Many librarians will agree that the quality that defines successful
library programs that target ethnic groups are
“…the librarians who persistently seek new ways to serve their
communities’ needs and thereby make their libraries central to their
communities rather than peripheral” (Constantino, 1997, p. 69). Also they are committed to involving their
constituents in the development process of the program from its inception. They are not afraid of building bonds in the
community they are targeting. Eleanor
(Edwards) Ledbetter, a public librarian in Ohio had it right when she took the
social work approach to library work with immigrants during the early 1900s. Public libraries today need to do the
same thing. Librarians “must know the
community, must study its component parts, its industries, its recreations, its
connections with the rest of the world” (Jones, 1999, p. 132) if they hope to
be successful in adding the next generation of Hmong to the library’s list of
library users and supporters.
CONCLUSION
The public library is a primary
source of information, recreation, and education to many people of different
ethnic groups and ages. Library use is
voluntary and it is important to find out why some ethnic groups use the
library while others do not. These
factors include lack of knowledge of the library’s potential and benefits, lack
of knowledge about how to use the library, lack of comfort with library use, or
lack of access in terms of library location (Payne, 1992). It could also be a simple case of the user
not being able to read English.
It appears that the majority of
Hmong in the U.S. are not using their public libraries and the libraries in
turn have limited or no services or programs for the community. Some people will look at this and say
nothing more needs to be done and no change is necessary, or that public
libraries cannot be expected to take on new roles each time there is a new
ethnic community in their city. They
are already burdened with severe resource constraints that make it difficult to
perform current roles effectively.
However, “it is no longer a choice but a necessity that public libraries
go beyond serving only their current patrons.

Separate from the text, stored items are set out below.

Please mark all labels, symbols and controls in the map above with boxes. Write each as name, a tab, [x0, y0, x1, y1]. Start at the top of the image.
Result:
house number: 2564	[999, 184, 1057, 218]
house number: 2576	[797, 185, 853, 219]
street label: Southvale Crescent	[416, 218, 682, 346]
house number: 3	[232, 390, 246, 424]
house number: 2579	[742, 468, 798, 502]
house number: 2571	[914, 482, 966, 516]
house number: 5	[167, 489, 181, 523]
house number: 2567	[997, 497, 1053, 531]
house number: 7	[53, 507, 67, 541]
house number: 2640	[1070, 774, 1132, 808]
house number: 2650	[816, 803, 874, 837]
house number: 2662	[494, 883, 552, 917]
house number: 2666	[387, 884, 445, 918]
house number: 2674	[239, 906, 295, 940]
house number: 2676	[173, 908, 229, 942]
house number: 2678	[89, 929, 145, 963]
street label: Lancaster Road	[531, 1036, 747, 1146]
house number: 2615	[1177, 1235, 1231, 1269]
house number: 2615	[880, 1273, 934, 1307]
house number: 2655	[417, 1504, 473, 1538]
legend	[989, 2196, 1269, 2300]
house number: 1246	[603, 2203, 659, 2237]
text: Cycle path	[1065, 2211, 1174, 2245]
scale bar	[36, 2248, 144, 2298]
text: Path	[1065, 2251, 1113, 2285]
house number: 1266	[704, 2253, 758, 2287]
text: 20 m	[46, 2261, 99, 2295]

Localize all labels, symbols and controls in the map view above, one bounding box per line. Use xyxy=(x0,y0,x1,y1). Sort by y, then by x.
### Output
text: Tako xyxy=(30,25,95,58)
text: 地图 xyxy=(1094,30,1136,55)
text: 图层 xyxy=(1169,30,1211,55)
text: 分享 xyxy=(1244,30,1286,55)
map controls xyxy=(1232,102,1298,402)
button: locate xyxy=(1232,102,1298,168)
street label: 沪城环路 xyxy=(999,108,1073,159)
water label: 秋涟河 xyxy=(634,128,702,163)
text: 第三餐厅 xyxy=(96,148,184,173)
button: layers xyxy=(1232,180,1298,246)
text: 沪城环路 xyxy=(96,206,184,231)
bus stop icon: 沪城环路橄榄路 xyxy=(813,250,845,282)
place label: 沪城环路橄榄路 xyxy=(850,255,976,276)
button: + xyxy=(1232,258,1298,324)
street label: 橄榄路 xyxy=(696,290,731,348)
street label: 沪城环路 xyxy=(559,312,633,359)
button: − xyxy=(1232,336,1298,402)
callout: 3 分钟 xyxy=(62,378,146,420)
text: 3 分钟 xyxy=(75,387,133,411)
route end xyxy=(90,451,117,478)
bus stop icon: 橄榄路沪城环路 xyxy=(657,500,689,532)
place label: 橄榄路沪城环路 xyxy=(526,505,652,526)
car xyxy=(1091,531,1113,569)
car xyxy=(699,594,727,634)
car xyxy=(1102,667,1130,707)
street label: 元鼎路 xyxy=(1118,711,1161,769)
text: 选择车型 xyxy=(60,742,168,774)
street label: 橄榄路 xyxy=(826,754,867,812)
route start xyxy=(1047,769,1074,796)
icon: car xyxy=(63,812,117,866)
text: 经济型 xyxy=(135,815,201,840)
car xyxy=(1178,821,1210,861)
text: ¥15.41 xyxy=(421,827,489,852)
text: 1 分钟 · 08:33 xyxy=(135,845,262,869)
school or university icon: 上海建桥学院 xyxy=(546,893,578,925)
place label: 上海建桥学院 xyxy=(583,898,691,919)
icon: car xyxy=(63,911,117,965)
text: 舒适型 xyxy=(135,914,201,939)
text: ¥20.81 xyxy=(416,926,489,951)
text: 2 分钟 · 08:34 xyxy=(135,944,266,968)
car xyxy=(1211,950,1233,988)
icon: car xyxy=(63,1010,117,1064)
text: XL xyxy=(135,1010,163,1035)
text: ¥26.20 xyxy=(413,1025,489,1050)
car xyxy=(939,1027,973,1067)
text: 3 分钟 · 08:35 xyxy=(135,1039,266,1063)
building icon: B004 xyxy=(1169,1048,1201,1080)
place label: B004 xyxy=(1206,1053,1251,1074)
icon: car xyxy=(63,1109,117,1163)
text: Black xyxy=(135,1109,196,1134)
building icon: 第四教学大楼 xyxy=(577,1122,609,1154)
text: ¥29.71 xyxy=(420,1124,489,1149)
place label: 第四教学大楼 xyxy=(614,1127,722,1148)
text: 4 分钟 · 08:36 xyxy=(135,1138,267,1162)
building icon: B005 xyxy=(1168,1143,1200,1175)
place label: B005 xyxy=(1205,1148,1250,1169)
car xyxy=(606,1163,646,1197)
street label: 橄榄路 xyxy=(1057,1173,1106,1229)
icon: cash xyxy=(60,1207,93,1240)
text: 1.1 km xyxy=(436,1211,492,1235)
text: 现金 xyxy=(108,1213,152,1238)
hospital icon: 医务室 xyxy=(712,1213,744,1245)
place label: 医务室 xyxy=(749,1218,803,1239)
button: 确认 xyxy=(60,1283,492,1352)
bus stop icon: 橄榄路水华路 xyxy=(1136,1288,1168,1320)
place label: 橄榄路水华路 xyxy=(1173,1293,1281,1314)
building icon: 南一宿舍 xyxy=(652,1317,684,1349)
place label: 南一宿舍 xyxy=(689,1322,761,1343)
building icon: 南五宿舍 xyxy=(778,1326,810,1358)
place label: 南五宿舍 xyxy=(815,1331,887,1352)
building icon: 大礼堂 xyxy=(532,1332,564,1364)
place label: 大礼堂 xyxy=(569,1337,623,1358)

They must seek ways to meet the needs of other ethnic minorities. This
is a matter of basic practicality” (Shek and Martell, 1992, p. 23) and one which
will benefit the Hmong as full participants in American society.
References
Chang, S.
(1994). Hmong Means Free: Life in Laos and America. Philadelphia: Temple Univ Press.
Constantino, R.
(1997). Literacy, Access, and Libraries
among the Language Minority Population.
Lanham, MD: Scarecrow Press.
Downey, G.
(1995). Blazing the Trail for an
Information Superhighway: Seventy-five Years of Bookmobiles. Unpublished
master’s thesis. Northwestern University. Evanston, IL.
Jones, P. A.
(1999). Libraries, Immigrants, and the
American Experience. Westport, CT:
Greenwood Press.
Luevano-Molina,
S. (2001). Immigrant Politics and Public Library. Westport, CT: Greenwood Press.
Miyares, I. M.
(1998). The Hmong Refugee Experience in
the United States: Crossing the River.
New York, NY: Garland Publishing.
Molz, R. K and
Dain, P. (1999). Civic
Space/Cyberspace: The American Public Library in the Information Age. Cambridge, MA: MIT Press.
Payne, J.
(1992). Public Libraries Face California’s Ethnic and Racial Diversity. Santa Monica, CA: Rand.
Shek, K. W. and
Martell, C. (1992). Cambodians in
California: An Information Needs Assessment. Sacramento, CA: The Library, California State University,
Sacramento.
[1] The phrase was first coined by journalist William Peterson in a 1994 article for The New York Times Magazine. It is used as a catch-all to describe Asian Americans as the hard-working, well-educated, successful minority race.